● THE PROBLEM
Each line in the data holding "button" should be listed.

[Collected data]
┏━━

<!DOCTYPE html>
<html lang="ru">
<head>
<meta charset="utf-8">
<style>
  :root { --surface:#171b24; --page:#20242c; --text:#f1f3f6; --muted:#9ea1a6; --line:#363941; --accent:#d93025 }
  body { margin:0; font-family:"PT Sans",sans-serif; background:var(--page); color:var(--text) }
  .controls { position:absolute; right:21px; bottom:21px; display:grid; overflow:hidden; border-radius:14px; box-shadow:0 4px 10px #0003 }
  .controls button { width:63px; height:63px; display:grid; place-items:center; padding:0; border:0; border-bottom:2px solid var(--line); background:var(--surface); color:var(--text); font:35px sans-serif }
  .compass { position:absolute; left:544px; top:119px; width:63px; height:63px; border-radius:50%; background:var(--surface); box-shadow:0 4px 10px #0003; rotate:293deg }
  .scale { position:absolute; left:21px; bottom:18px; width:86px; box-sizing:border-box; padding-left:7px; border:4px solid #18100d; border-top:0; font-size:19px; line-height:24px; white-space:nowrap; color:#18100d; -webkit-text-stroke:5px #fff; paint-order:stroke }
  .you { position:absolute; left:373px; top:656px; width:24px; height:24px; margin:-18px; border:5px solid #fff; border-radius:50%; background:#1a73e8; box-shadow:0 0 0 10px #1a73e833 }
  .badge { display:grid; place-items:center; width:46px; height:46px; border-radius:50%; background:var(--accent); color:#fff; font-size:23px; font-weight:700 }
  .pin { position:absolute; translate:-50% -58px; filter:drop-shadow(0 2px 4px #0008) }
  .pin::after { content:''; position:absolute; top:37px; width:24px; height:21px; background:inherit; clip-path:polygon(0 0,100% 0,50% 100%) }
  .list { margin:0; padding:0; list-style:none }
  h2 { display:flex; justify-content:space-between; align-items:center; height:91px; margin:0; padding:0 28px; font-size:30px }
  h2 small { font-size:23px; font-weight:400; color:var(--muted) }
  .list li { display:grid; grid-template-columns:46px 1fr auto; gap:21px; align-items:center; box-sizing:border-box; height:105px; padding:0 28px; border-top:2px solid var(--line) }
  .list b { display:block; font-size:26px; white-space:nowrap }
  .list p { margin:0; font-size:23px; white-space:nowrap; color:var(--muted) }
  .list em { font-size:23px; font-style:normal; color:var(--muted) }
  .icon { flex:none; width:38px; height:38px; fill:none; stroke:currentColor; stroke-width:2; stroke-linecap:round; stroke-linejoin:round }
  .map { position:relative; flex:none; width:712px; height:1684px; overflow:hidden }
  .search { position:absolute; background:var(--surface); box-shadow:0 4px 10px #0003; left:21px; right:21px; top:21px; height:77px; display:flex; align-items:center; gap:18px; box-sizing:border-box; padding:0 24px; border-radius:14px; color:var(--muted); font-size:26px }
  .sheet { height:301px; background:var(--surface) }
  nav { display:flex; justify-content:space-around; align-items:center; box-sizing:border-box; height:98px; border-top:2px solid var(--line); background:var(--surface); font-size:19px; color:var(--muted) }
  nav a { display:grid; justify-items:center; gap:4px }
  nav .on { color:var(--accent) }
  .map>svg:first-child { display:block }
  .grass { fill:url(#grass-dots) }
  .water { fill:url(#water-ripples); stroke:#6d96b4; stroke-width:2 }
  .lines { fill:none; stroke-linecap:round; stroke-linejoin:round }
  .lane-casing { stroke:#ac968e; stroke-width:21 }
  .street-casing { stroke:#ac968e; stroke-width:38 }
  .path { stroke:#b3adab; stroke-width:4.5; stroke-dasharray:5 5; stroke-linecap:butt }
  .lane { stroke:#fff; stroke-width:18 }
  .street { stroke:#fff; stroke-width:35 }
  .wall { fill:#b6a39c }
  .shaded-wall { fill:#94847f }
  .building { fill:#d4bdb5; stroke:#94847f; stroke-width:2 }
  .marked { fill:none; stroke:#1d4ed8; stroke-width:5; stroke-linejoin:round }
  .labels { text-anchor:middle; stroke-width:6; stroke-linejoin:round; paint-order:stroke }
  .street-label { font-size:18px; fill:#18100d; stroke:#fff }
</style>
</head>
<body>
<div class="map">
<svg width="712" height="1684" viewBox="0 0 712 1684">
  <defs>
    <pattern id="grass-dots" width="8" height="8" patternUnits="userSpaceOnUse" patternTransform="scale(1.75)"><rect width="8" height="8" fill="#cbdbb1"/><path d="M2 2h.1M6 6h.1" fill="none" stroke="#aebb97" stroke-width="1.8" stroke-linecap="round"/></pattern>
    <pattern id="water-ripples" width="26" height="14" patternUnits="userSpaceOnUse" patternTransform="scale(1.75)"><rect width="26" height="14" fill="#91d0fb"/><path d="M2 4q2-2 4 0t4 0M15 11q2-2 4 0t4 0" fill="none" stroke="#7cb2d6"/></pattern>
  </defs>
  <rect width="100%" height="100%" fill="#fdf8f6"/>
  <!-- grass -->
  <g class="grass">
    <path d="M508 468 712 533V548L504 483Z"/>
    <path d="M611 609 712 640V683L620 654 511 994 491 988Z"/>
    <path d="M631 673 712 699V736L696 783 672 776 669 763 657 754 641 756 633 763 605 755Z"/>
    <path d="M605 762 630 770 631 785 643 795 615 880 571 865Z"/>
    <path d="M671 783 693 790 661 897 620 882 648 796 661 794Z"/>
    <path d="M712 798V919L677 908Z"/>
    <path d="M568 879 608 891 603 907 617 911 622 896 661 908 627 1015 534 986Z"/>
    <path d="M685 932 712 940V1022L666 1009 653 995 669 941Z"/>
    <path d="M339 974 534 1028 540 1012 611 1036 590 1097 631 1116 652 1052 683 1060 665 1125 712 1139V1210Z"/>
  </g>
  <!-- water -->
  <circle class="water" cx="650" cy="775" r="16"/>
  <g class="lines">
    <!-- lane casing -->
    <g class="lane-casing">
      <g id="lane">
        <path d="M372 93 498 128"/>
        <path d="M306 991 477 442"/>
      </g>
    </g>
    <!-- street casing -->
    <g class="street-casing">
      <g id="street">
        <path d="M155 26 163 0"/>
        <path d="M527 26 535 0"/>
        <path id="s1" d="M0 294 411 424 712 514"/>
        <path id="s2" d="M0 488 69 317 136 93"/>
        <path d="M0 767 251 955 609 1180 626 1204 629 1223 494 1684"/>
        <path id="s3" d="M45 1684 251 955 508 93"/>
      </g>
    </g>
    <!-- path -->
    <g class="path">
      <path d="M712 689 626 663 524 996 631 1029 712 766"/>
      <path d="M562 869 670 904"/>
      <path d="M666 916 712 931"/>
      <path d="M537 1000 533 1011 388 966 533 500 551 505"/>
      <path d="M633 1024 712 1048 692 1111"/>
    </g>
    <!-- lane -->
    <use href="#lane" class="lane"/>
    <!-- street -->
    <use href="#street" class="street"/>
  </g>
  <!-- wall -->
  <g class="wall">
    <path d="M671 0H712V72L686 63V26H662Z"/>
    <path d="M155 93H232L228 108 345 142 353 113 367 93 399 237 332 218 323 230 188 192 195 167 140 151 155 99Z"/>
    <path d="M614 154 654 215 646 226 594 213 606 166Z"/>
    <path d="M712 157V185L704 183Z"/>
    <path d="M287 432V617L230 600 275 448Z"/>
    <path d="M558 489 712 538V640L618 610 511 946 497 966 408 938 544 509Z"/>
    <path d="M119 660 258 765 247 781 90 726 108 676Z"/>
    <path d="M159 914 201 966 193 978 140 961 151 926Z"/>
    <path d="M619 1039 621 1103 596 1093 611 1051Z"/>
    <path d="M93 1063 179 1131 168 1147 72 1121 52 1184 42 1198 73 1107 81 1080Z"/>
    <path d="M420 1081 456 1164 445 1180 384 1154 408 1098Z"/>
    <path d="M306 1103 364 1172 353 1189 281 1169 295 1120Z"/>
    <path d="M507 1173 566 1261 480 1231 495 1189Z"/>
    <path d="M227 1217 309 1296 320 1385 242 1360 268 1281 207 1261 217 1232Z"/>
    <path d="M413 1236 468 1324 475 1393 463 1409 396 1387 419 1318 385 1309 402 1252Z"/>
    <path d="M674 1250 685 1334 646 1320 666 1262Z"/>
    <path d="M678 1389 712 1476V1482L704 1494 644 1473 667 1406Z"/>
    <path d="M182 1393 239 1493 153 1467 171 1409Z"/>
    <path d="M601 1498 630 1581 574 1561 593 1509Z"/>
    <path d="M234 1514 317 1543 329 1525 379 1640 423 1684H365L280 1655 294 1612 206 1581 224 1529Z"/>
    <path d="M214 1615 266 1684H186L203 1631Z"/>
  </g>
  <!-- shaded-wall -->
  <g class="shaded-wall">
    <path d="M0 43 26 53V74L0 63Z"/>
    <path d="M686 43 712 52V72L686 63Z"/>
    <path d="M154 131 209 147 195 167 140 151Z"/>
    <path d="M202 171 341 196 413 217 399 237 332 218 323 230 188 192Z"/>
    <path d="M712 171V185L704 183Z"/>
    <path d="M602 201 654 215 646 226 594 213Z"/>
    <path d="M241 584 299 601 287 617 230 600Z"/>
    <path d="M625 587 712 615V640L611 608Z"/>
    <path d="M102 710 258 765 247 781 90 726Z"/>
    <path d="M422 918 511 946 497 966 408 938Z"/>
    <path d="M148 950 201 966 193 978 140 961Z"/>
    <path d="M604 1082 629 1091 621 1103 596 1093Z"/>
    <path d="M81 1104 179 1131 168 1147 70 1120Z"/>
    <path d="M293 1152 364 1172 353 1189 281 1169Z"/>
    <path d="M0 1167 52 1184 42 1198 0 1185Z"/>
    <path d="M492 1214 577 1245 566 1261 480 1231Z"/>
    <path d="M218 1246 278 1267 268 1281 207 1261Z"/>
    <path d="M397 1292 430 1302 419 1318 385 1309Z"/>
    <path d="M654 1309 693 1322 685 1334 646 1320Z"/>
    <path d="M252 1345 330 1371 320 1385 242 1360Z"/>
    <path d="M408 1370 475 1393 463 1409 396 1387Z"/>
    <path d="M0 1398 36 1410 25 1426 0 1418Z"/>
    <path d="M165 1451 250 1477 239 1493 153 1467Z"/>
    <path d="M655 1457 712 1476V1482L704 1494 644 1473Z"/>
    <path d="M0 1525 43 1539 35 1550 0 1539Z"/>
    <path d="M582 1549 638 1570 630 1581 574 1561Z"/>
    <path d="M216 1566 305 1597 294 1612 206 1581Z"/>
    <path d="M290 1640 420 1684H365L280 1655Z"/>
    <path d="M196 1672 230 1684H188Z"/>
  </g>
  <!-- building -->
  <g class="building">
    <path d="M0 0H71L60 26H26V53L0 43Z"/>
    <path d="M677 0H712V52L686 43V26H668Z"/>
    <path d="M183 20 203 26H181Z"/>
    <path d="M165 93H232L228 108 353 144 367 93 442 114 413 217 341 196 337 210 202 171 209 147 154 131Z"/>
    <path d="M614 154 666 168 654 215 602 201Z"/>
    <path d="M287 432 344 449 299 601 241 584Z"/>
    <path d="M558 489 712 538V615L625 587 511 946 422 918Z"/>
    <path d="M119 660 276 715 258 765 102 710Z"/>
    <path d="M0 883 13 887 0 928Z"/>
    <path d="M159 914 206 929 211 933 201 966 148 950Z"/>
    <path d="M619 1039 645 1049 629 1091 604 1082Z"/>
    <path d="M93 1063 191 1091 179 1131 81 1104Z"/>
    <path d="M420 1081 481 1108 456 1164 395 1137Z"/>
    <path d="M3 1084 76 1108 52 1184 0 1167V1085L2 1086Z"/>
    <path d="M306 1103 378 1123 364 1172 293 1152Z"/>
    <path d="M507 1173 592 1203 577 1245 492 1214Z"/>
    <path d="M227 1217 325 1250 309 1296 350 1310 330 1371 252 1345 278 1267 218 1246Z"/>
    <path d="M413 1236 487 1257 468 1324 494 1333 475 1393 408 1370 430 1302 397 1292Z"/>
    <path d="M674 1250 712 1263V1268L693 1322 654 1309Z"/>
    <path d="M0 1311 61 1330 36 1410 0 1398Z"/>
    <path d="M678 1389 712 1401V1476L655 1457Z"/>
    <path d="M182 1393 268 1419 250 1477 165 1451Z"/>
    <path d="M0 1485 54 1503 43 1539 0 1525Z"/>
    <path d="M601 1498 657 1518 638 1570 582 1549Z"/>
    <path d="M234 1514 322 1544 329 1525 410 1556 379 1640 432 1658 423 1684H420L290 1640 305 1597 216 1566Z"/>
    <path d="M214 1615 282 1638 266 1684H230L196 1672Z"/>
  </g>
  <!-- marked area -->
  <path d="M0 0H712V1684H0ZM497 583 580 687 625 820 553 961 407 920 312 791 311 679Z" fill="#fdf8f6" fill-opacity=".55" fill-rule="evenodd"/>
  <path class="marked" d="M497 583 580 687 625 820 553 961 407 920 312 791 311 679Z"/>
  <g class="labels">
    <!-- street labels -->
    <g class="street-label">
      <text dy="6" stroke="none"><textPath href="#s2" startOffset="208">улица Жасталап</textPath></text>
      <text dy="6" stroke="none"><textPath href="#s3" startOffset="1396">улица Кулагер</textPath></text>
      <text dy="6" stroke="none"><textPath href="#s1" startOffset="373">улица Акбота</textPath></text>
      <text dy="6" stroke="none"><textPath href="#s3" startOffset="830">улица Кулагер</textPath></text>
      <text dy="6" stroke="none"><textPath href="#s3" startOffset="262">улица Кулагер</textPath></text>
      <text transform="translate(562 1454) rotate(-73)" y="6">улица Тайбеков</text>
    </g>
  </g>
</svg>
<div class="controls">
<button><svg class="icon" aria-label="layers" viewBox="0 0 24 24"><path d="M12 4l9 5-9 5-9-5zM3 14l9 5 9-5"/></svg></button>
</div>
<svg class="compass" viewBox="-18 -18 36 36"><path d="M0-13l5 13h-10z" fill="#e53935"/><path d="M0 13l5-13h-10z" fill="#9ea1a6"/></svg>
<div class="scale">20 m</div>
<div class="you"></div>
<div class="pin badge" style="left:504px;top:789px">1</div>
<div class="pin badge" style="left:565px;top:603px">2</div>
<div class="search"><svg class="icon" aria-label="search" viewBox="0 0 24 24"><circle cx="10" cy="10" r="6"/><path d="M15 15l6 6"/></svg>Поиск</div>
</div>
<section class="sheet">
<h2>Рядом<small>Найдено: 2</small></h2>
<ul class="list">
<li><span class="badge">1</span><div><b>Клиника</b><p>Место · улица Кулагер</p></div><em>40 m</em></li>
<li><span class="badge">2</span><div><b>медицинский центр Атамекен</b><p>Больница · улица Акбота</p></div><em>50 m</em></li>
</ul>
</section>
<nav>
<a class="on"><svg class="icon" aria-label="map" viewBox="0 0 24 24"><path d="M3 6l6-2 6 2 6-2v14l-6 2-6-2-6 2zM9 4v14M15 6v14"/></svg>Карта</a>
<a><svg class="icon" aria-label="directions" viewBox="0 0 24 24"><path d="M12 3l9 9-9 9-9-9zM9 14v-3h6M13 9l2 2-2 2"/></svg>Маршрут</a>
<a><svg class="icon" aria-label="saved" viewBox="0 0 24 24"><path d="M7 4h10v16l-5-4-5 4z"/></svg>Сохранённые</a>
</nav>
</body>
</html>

┗━━

● ANSWER FOR THE TASK
  .controls button { width:63px; height:63px; display:grid; place-items:center; padding:0; border:0; border-bottom:2px solid var(--line); background:var(--surface); color:var(--text); font:35px sans-serif }
<button><svg class="icon" aria-label="layers" viewBox="0 0 24 24"><path d="M12 4l9 5-9 5-9-5zM3 14l9 5 9-5"/></svg></button>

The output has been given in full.